[Excerpted records — start]

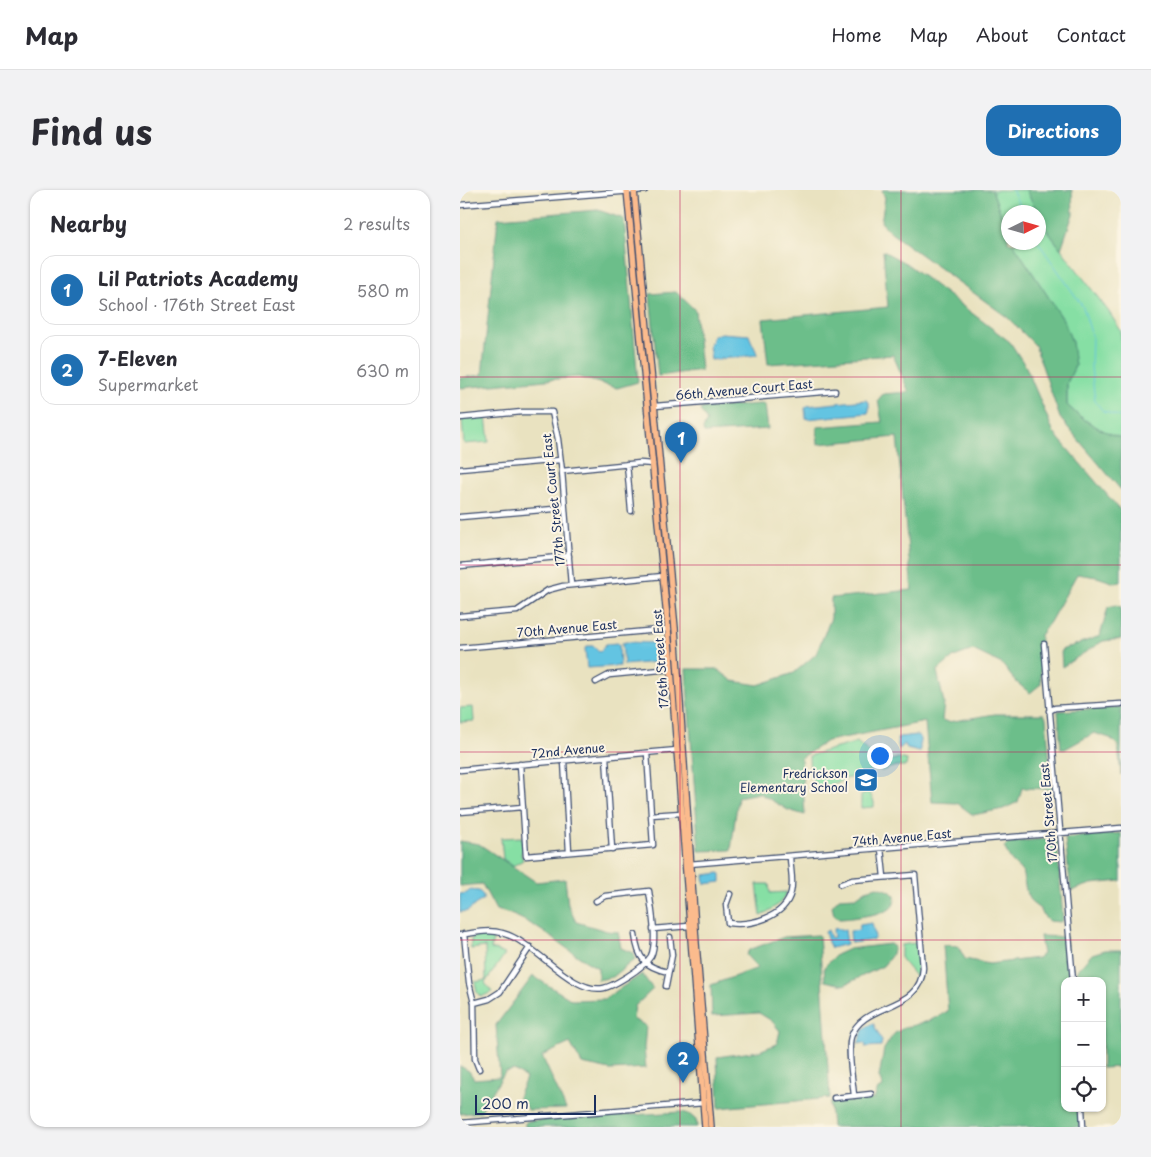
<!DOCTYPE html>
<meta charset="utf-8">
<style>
:root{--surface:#fff;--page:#f2f2f3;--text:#2b2b33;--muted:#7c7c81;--line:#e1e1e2;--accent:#1f6fb2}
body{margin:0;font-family:"Playpen Sans",sans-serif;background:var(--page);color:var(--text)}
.controls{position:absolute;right:15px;bottom:15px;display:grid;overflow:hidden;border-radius:10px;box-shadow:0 1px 4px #0004}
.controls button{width:45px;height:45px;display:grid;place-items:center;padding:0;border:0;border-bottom:1px solid var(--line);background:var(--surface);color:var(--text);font:25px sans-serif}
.compass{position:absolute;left:541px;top:15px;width:45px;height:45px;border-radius:50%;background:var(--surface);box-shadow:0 1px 4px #0004;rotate:85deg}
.scale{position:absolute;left:15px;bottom:12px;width:121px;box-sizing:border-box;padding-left:5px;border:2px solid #1b2f5e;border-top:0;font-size:14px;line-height:18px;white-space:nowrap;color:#1b2f5e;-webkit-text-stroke:4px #fcf5e5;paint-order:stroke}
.you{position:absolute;left:419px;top:565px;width:18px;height:18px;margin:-12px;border:4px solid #fff;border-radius:50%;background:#1a73e8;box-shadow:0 0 0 8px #1a73e833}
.badge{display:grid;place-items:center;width:32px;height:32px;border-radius:50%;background:var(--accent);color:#fff;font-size:16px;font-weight:700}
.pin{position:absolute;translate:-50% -41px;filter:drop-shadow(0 1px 2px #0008)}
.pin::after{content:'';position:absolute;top:26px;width:18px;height:15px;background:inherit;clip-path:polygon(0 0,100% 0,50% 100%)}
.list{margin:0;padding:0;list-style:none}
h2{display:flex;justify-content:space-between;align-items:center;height:65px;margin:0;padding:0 20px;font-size:21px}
h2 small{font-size:16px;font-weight:400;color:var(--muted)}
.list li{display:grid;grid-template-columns:32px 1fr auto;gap:15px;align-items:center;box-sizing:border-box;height:70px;margin:0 10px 10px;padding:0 10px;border:1px solid var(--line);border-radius:15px}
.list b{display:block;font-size:19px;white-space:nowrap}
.list p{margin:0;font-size:16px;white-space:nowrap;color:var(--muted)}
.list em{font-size:16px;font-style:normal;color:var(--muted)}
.icon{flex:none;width:28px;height:28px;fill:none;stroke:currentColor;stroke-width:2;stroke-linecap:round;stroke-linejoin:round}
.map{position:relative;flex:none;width:661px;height:937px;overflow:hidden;border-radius:15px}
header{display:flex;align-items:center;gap:30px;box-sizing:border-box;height:70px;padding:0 25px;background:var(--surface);border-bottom:1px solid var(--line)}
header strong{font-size:24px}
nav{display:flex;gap:28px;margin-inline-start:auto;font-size:18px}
.intro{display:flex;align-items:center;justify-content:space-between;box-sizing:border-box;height:120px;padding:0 30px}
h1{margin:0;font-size:35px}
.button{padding:12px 22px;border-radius:15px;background:var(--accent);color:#fff;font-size:18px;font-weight:700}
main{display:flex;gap:30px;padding:0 30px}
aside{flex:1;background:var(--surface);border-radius:15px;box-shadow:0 1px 4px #0004}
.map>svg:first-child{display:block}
.green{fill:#86dfa4;stroke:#508781}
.forest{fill:#6cbe8a;stroke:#447674}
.water{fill:#64c4e2;stroke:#407aa0}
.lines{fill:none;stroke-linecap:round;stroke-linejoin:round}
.stream{stroke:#64c4e2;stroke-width:1}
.minor-casing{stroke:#3a4a6d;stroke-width:7}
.major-casing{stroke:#3a4a6d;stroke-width:8}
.minor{stroke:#fff;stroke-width:4.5}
.major{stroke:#fbbb8d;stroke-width:5.5}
.grid{fill:none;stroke:#c2185b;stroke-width:1;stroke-opacity:0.55}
.labels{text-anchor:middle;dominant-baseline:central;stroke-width:4;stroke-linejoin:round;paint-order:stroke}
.street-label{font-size:12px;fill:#1b2f5e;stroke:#fcf5e5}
.poi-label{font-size:12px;fill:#1b2f5e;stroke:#fcf5e5;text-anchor:end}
</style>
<header>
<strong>Map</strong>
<nav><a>Home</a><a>Map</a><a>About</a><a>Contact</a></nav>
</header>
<div class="intro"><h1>Find us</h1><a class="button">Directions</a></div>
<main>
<aside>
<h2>Nearby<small>2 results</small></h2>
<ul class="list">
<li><span class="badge">1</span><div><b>Lil Patriots Academy</b><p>School · 176th Street East</p></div><em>580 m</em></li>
<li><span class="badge">2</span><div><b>7-Eleven</b><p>Supermarket</p></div><em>630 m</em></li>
</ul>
</aside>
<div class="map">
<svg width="661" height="937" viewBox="0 0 661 937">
<rect width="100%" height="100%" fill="#fcf5e5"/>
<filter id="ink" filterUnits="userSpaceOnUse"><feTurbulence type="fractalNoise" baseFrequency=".02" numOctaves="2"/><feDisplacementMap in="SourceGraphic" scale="10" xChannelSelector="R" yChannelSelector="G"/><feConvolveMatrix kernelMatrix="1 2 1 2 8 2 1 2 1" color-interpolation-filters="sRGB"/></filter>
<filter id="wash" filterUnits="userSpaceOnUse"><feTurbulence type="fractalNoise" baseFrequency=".0096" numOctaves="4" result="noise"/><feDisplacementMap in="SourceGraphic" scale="20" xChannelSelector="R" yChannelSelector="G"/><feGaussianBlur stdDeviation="1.12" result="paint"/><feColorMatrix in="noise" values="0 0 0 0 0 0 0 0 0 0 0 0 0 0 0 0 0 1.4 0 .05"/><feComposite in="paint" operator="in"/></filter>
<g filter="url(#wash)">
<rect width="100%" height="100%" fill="#e9e2c0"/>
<path class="green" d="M532 0H566L578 22H548V44Z
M579 24 586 39 649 122 661 141V248C640 240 623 231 607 215V193L615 176 604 131 553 53 578 52Z
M26 226 29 252 4 254 2 229Z
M13 517 14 531 0 532V518Z
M397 552C407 561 417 566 412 580L390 588H388L360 599 356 597 350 585 349 566C365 560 381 558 397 552Z
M439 568 447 570 446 576H436L421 581 418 574Z
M409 601 414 612V617L401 618V606Z
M62 647 63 660 61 664 63 670 53 676 43 669 41 648Z
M297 694H309L310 703 327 702 319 714 301 726Z
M34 745 31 759 45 764 25 793 32 802 21 807 17 803 15 792 26 790 25 757 11 759V750L14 746Z
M456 753 458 777 456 787 441 769V755Z"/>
<path class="forest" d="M422 0H532L548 44V52L553 53 604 131 612 152 615 176 607 193V215C623 231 640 240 661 248V300L600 228 575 155 547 127 431 43 421 32 425 8Z
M566 0H612L613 24 601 59 586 39Z
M138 20 164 29 178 192 157 198 118 187 0 198V188L22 185 38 28Z
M423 61 447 74 550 152 566 177 594 243 661 321V392L655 393 637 387 617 384 590 432 580 445 581 494 570 503 555 491 542 474 513 460 494 467 477 481 484 513 482 530 488 532 535 524H584L586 528 592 599 562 598 558 612 543 619 513 625 497 613 472 612 465 532 367 551 341 568 345 625 328 620 299 603 278 607 271 660 239 661 226 479H257L273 491 298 495 334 483 356 464 371 428V408L452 400 437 247 358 254 357 237 422 232 418 210 423 204 449 202 433 165 308 174 303 129 428 117Z
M216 102 235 120 241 180 198 186 190 104Z
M301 214 305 215 308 239 244 243 243 239 247 231 240 220 243 218Z
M656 415 661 417V449L643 451 602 477 601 460 640 446 648 417Z
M661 517V585L658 555 650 548 634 543 605 559H601L598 521Z
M661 643V691L631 694 611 701 605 648Z
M592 648 596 649 597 653 603 730 600 732 589 731 586 729 580 719 572 713 566 700 562 681 552 672 544 657 547 654 553 652Z
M0 651 19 654 76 692 105 689 108 715 116 732 147 741 158 742 161 758 173 763 175 769 153 787 138 790V778C103 760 75 728 36 720L22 694 0 696Z
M417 697 430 701 435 706C435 712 434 717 428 720 421 724 389 729 379 729L374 725 372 716 379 708 396 707 406 700Z
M359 745 370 908 259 918 257 867 299 861 317 854 320 841 312 831 299 823 252 826 251 795 298 778 286 765 289 760 324 747Z
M580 746 606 747 609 791H605V918H619L620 937H372L370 913 414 909 418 899 423 897 419 887 424 859 431 848 435 843 444 838 469 831 488 821 483 755 498 756 505 769 529 774 578 768 583 764Z
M430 754 434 757 431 766 423 776 384 795 365 791 364 777 376 765 389 759Z
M645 760H661V877L642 878V791H618V780L632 764Z
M182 784 193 799 175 816 173 829 186 836 184 858 186 878 150 880 122 874 110 853 82 866 106 919 68 920 58 907 66 888 54 880 45 882 20 922 0 924V876L9 881 14 889 40 887 36 835 73 786 112 810 144 809Z
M222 922 229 924 236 930 237 937H65V933L68 931Z"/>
<path class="water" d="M261 143 289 145C291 152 297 161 297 165L251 170 249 155 251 153 253 146Z
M406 210 409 212V221L408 223 347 229 346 228 345 218 347 216Z
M166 452 194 453 196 472 164 475 162 453Z
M157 453 159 454 160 476 127 478 125 458 127 456H134L140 462 146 454Z
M457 545 460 547V562L447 559 445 554 439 559 437 549 439 547Z
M260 683 261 684V692L245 694 244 685Z
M10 700 19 701 23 705V710L16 714 8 721 0 722V704L7 703Z
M412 733 415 747 413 750 391 753 390 741 399 740 400 735Z
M375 738 385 740 387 754 371 758 368 752 365 742 368 740 371 748 374 747 373 741Z
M413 833 422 851 421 856 405 857 406 855 403 853 398 854 403 840Z"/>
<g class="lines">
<path class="stream" d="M552 0 563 22
M578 52 623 117 632 146 631 177 635 211 643 221 661 227"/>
</g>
</g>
<g filter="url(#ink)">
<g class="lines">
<defs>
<path id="minor" d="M0 15 185 0
M195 216 375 201
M0 228 62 222H92L98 249 102 281 111 395
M167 274 171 321
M0 279 100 270
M102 281 180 273 193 274
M0 327 105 318
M0 376 109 366
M0 426 57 421 88 400 103 396 203 386
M584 454 613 791
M0 458 209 439
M136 492 149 485 211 479
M589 521 595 518 661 514
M146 567 152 659
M104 571 109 662
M60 574 66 666 193 655 187 563
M0 580 217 560
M0 622 63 617
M191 625 221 623
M421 658 424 687
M229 674 661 638
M381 694 392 690 455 685 463 778C461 823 402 811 391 847 387 860 393 891 394 906
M270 704 266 715 268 733C290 736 325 728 331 702 334 691 330 677 330 666
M193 739 229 736
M4 744 9 793 14 813 15 869 19 879
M0 745C13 743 29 739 42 743 75 751 111 805 144 798 153 796 161 790 168 786 176 781 186 774 191 766 198 751 191 717 189 701L145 706 136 711
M175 745C178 769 185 777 208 782
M206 796 212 765 210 747
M14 813 29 809 40 802 70 757
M374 908 411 904
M622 918 623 937
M0 933 244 913"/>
<path id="major" d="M167 0 208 439 245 937
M174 0 215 438 236 753 251 937"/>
</defs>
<use href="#minor" class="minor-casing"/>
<use href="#major" class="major-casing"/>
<use href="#minor" class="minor"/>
<use href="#major" class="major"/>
</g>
</g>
<path class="grid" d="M220 0V937M441 0V937M0 187H661M0 375H661M0 562H661M0 750H661"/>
<defs>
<symbol id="school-square" viewBox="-11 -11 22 22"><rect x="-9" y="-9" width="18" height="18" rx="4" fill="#1f6fb2" stroke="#fcf5e5"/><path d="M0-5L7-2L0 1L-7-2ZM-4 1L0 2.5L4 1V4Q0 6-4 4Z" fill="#fff"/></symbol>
</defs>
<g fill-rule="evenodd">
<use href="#school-square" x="392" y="576" width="28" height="28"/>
</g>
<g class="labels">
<g class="street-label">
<text transform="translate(284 199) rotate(-5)">66th Avenue Court East</text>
<text transform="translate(93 310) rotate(-96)">177th Street Court East</text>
<text transform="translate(107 438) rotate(-5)">70th Avenue East</text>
<text transform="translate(200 469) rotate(-94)">176th Street East</text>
<text transform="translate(108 560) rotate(-5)">72nd Avenue</text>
<text transform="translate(588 623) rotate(-95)">170th Street East</text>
<text transform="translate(442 647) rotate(-5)">74th Avenue East</text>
</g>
<g class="poi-label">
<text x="388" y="583">Fredrickson<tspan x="388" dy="14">Elementary School</tspan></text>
</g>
</g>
</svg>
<div class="controls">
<button>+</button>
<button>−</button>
<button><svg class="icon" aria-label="locate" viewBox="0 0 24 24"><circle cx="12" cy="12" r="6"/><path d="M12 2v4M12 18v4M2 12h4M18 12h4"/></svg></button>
</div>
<svg class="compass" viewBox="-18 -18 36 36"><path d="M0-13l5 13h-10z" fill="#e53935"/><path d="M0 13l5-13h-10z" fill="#7c7c81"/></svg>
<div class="scale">200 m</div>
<div class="you"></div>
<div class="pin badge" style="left:221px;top:273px">1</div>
<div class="pin badge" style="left:223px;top:893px">2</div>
</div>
</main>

[Excerpted records — finish]

* _What is required_: Go through the records and count every line with the word "absolute"; the answer is the number alone.

* _Your response_: 6